* Work request:
No pictures, please. Output the lines from the start of the data through the line that contains "filter:drop-shadow(2px 0 #bab9b7)", both included, exactly as they stand.

(Available records Opens)

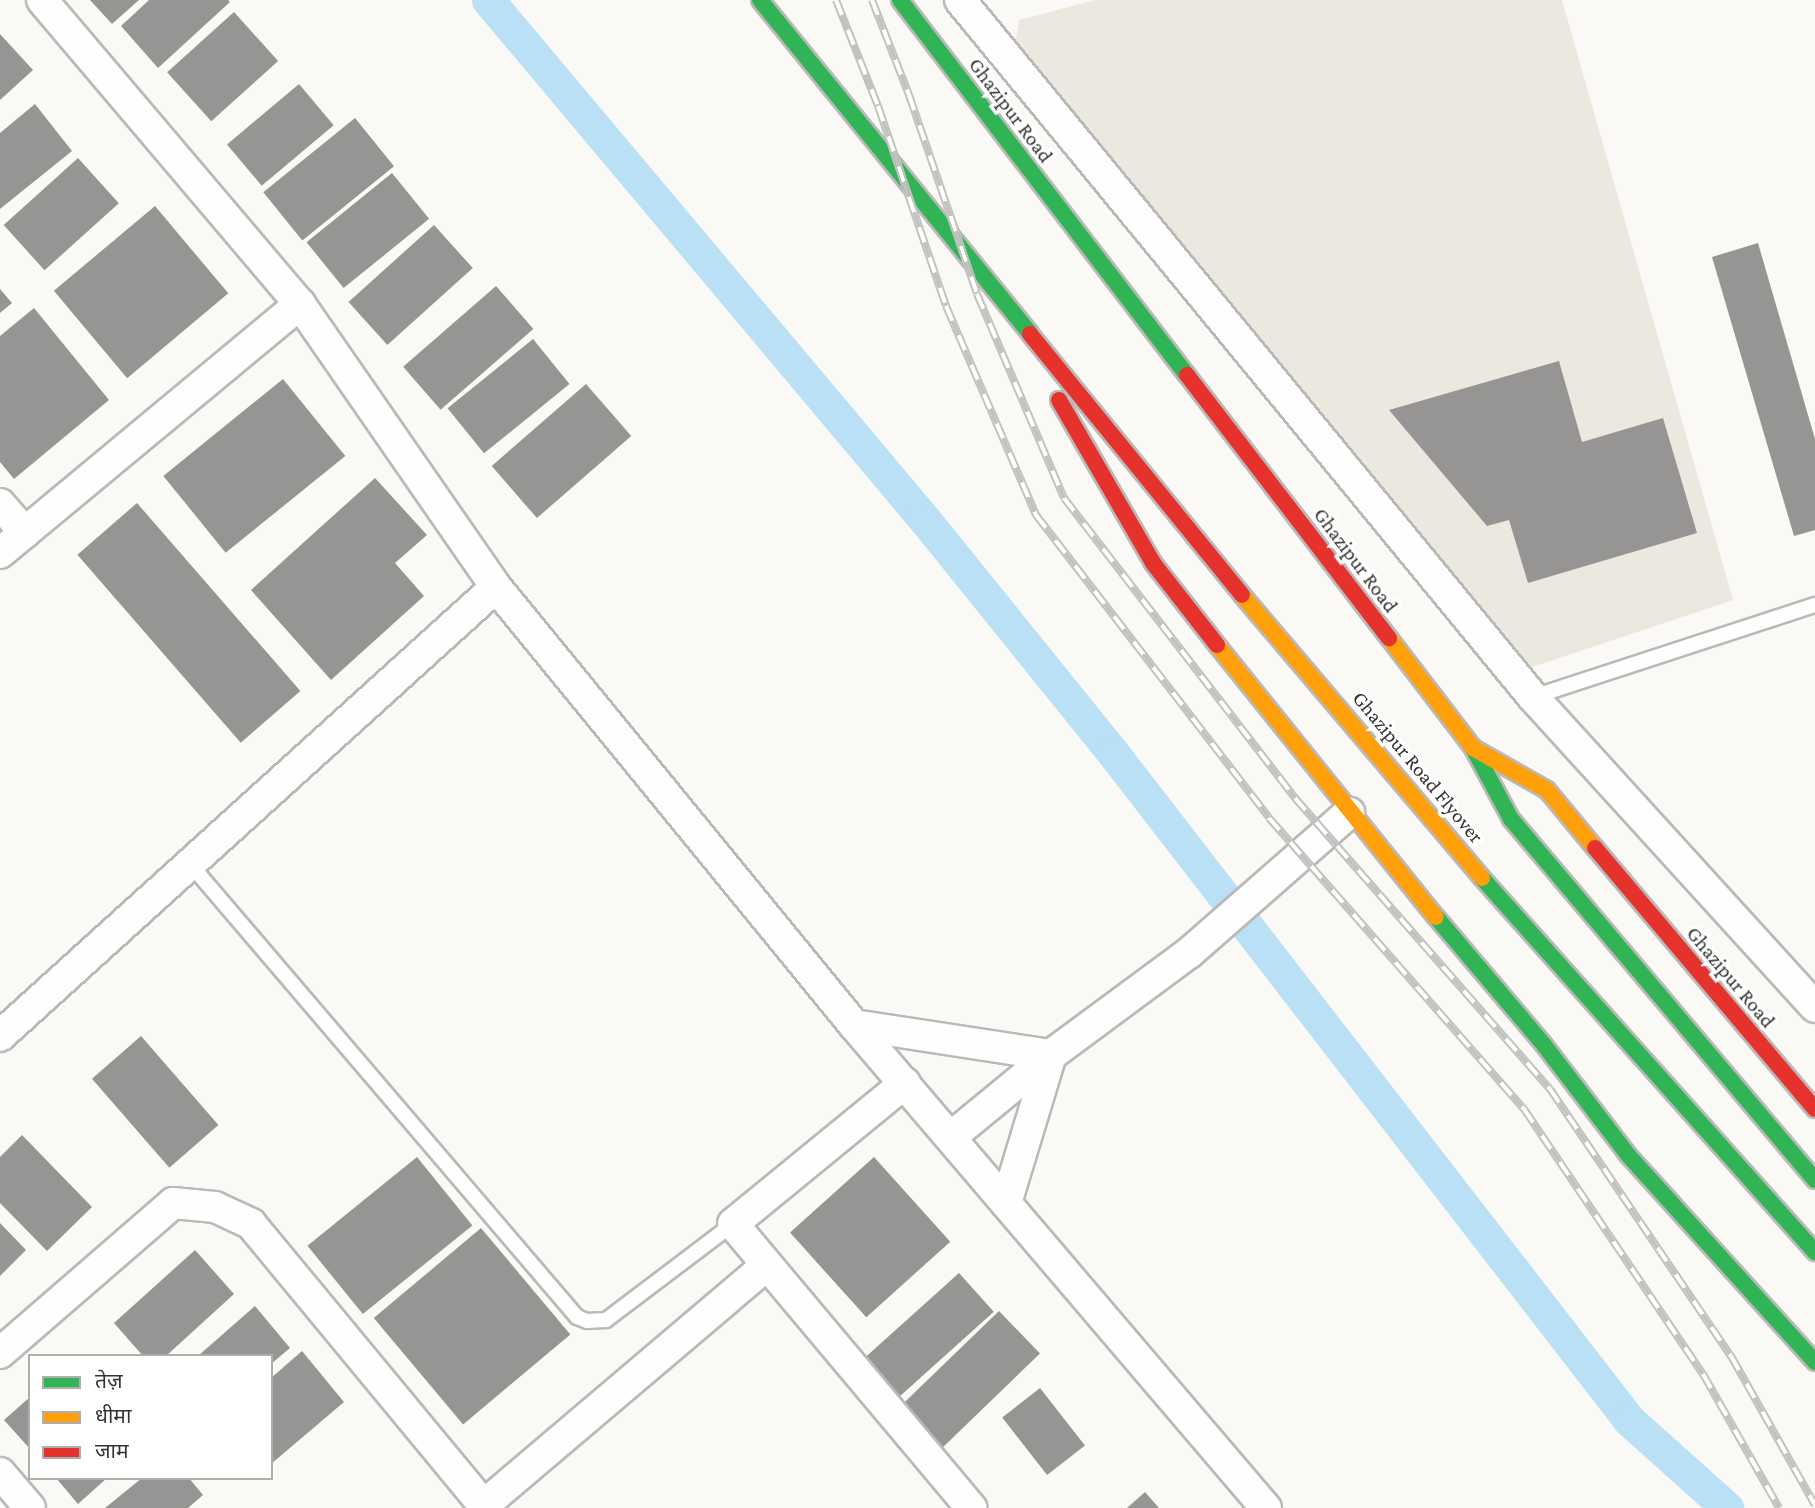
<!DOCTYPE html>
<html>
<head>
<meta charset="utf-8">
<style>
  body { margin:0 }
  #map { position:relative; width:1815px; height:1508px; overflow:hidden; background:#faf9f5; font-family:"Crimson Pro","Noto Sans Devanagari",serif }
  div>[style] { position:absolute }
  .built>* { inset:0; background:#ebe8e0 }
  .canal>* { height:33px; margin:-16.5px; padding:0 16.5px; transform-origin:16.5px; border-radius:16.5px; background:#b9e0f5 }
  .building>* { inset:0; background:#969594; transform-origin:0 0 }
  .roads { filter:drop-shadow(2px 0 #bab9b7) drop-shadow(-2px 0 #bab9b7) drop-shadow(0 2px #bab9b7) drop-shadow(0 -2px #bab9b7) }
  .lane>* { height:14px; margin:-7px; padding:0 7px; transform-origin:7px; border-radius:7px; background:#fefefe }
  .street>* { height:30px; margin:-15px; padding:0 15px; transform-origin:15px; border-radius:15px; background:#fefefe }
  .fast>* { height:16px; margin:-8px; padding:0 8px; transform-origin:8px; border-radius:8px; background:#30b455 }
  .slow>* { height:16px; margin:-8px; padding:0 8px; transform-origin:8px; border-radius:8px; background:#ff9f0a }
  .jam>* { height:16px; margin:-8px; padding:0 8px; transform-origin:8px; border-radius:8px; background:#e5322d }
  .rail>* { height:8px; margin-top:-4px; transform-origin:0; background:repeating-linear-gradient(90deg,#fff 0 16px,#c2c2c0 0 32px); box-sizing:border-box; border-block:2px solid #c2c2c0 }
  span { translate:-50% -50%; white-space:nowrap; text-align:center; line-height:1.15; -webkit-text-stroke:7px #fff; paint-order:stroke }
  .street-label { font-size:21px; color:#353432 }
  .legend { position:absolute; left:28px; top:1354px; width:245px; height:126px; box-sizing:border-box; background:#fff; border:2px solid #aeaead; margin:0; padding:9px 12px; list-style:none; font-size:21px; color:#353432 }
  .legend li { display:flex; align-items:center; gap:14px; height:35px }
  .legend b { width:35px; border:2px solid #aeaead }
</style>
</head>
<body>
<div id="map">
  <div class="built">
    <div style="clip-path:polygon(1095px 0,1562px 0,1733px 600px,1526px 669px,1014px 53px,1019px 20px)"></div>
  </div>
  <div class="canal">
    <div style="left:488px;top:0;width:679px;rotate:49.96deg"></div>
    <div style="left:925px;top:520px;width:299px;rotate:51.1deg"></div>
    <div style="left:1113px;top:753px;width:843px;rotate:52.27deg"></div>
    <div style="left:1629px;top:1420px;width:132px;rotate:41.9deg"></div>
  </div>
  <div class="building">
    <div style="clip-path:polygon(90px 0,139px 0,112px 24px)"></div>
    <div style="clip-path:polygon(149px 0,228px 0,230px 2px,158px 68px,121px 26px)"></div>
    <div style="left:234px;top:12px;width:66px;height:90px;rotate:48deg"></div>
    <div style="clip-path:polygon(0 34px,33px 70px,0 100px)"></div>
    <div style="left:299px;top:84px;width:54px;height:94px;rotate:50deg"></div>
    <div style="clip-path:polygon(35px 104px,72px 151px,0 209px,0 133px)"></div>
    <div style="left:355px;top:118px;width:62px;height:118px;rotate:51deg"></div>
    <div style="left:78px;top:158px;width:61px;height:100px;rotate:48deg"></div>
    <div style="left:392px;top:173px;width:59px;height:110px;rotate:51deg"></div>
    <div style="left:155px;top:206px;width:114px;height:132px;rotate:50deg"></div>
    <div style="left:434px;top:225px;width:58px;height:115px;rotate:48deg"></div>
    <div style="clip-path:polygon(1758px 243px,1815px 439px,1815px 530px,1794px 536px,1712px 257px)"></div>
    <div style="left:496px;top:286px;width:57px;height:123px;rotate:49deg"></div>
    <div style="clip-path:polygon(0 289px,12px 303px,0 313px)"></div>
    <div style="clip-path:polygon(34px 308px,109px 400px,14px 479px,0 462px,0 336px)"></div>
    <div style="left:533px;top:339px;width:58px;height:110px;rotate:51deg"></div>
    <div style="clip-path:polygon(1559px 361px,1582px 442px,1663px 418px,1697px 533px,1528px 583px,1509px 520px,1487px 526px,1389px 410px)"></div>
    <div style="left:283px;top:379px;width:99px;height:154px;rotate:51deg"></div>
    <div style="left:586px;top:384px;width:69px;height:125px;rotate:49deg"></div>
    <div style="clip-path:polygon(375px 478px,427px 535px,395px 563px,424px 596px,331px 680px,251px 590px)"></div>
    <div style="left:137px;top:503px;width:249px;height:79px;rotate:49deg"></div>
    <div style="left:141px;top:1036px;width:118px;height:65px;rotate:49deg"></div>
    <div style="clip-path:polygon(22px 1135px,92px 1207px,47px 1251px,0 1203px,0 1157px)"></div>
    <div style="left:417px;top:1157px;width:88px;height:141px;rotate:51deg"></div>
    <div style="left:874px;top:1157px;width:114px;height:113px;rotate:48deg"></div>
    <div style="clip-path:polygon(0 1223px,26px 1250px,0 1276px)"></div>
    <div style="left:481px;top:1228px;width:139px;height:140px;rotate:50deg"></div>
    <div style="clip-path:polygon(195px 1250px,234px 1294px,166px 1356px,143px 1356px,114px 1323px)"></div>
    <div style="left:959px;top:1273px;width:52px;height:132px;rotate:48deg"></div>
    <div style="clip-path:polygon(255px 1306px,290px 1348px,271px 1364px,271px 1356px,198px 1356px)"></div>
    <div style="left:999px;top:1311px;width:59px;height:140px;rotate:46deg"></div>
    <div style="clip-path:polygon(302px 1351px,344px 1402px,271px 1464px,271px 1378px)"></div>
    <div style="left:1040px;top:1388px;width:73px;height:48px;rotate:52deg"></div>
    <div style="clip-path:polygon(30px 1397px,30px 1449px,4px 1420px)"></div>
    <div style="clip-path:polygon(56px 1478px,107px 1478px,78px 1504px)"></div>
    <div style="clip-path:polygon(142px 1478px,189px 1478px,203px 1495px,188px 1508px,105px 1508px)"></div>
    <div style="clip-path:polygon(1145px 1492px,1159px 1508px,1127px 1508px)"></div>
  </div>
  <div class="roads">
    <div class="lane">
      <div style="left:1533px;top:697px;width:297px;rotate:-18.1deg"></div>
      <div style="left:191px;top:865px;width:594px;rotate:49.5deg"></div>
      <div style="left:577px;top:1317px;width:11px;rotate:22deg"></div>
      <div style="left:587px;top:1321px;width:19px;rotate:-3deg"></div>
      <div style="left:606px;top:1320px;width:159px;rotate:-37.1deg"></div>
    </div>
    <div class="street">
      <div style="left:42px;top:0;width:399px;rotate:49.7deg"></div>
      <div style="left:300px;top:304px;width:344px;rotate:55.3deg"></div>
      <div style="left:496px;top:587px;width:566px;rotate:50.74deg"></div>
      <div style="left:854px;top:1025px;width:635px;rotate:49.54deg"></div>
      <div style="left:960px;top:0;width:902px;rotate:50.58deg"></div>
      <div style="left:1533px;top:697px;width:419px;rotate:47.7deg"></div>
      <div style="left:0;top:504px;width:38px;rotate:49deg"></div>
      <div style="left:0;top:553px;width:390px;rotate:-39.7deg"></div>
      <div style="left:854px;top:1025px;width:199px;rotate:8.7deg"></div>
      <div style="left:1051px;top:1055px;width:155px;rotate:106.9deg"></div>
      <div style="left:0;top:1036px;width:669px;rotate:-42.15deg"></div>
      <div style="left:905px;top:1083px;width:222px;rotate:140.7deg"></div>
      <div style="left:733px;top:1224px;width:371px;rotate:50deg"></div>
      <div style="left:951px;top:1137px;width:129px;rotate:-39.4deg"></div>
      <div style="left:1051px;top:1055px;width:172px;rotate:-36.5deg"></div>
      <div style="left:1189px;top:953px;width:213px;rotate:-41.2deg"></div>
      <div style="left:0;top:1353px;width:229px;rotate:-40.9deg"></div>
      <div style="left:173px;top:1203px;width:42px;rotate:5.4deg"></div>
      <div style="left:215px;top:1207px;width:40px;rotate:25deg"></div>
      <div style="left:251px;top:1224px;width:369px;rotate:50.4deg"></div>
      <div style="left:0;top:1473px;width:46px;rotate:49.4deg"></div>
      <div style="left:484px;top:1505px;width:371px;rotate:-40.3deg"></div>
    </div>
    <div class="fast">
      <div style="left:760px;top:0;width:429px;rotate:51deg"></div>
      <div style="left:900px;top:0;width:472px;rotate:52.6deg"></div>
      <div style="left:1473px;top:748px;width:81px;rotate:61.8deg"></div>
      <div style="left:1511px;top:819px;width:472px;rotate:49.9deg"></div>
      <div style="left:1482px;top:878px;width:501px;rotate:48.32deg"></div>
      <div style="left:1436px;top:917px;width:167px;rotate:49.8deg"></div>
      <div style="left:1544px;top:1045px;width:138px;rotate:52.6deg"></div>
      <div style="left:1628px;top:1155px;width:279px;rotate:47.9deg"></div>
    </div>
    <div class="slow">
      <div style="left:1242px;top:595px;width:371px;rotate:49.7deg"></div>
      <div style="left:1389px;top:638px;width:138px;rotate:52.6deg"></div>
      <div style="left:1473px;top:748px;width:85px;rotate:29.6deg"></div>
      <div style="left:1547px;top:790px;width:75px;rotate:50.4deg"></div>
      <div style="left:1217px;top:645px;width:349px;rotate:51.2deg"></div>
    </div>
    <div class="jam">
      <div style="left:1030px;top:334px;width:336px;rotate:50.9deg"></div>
      <div style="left:1187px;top:375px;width:332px;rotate:52.5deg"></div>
      <div style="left:1059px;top:400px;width:188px;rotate:60deg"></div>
      <div style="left:1153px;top:563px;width:104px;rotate:52deg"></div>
      <div style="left:1595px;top:848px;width:341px;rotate:49.9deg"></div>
    </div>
  </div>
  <div class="rail">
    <div style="left:836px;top:0;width:114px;rotate:68.4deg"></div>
    <div style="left:878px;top:106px;width:211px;rotate:71.2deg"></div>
    <div style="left:946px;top:306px;width:228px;rotate:66.7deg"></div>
    <div style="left:1036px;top:515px;width:382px;rotate:52.4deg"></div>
    <div style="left:1269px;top:818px;width:387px;rotate:48.8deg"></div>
    <div style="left:1524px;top:1109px;width:320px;rotate:56deg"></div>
    <div style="left:1703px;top:1374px;width:154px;rotate:60.4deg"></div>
    <div style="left:872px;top:0;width:102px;rotate:68.7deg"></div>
    <div style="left:909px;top:95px;width:210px;rotate:71.1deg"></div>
    <div style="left:977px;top:294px;width:222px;rotate:66.9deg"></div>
    <div style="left:1064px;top:498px;width:379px;rotate:52.4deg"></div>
    <div style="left:1295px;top:798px;width:387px;rotate:48.8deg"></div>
    <div style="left:1550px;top:1089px;width:323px;rotate:55.9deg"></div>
    <div style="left:1731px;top:1356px;width:171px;rotate:60.6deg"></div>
  </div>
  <div class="street-label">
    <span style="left:1011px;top:110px;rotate:53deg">Ghazipur Road</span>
    <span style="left:1356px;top:560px;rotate:53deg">Ghazipur Road</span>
    <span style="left:1418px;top:767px;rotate:50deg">Ghazipur Road Flyover</span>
    <span style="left:1731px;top:977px;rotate:50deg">Ghazipur Road</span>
  </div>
  <ul class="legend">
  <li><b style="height:9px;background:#30b455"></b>तेज़</li>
  <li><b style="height:9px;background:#ff9f0a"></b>धीमा</li>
  <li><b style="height:9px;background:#e5322d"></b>जाम</li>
  </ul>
</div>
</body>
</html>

(Available records Closes)

* Final answer:
<!DOCTYPE html>
<html>
<head>
<meta charset="utf-8">
<style>
  body { margin:0 }
  #map { position:relative; width:1815px; height:1508px; overflow:hidden; background:#faf9f5; font-family:"Crimson Pro","Noto Sans Devanagari",serif }
  div>[style] { position:absolute }
  .built>* { inset:0; background:#ebe8e0 }
  .canal>* { height:33px; margin:-16.5px; padding:0 16.5px; transform-origin:16.5px; border-radius:16.5px; background:#b9e0f5 }
  .building>* { inset:0; background:#969594; transform-origin:0 0 }
  .roads { filter:drop-shadow(2px 0 #bab9b7) drop-shadow(-2px 0 #bab9b7) drop-shadow(0 2px #bab9b7) drop-shadow(0 -2px #bab9b7) }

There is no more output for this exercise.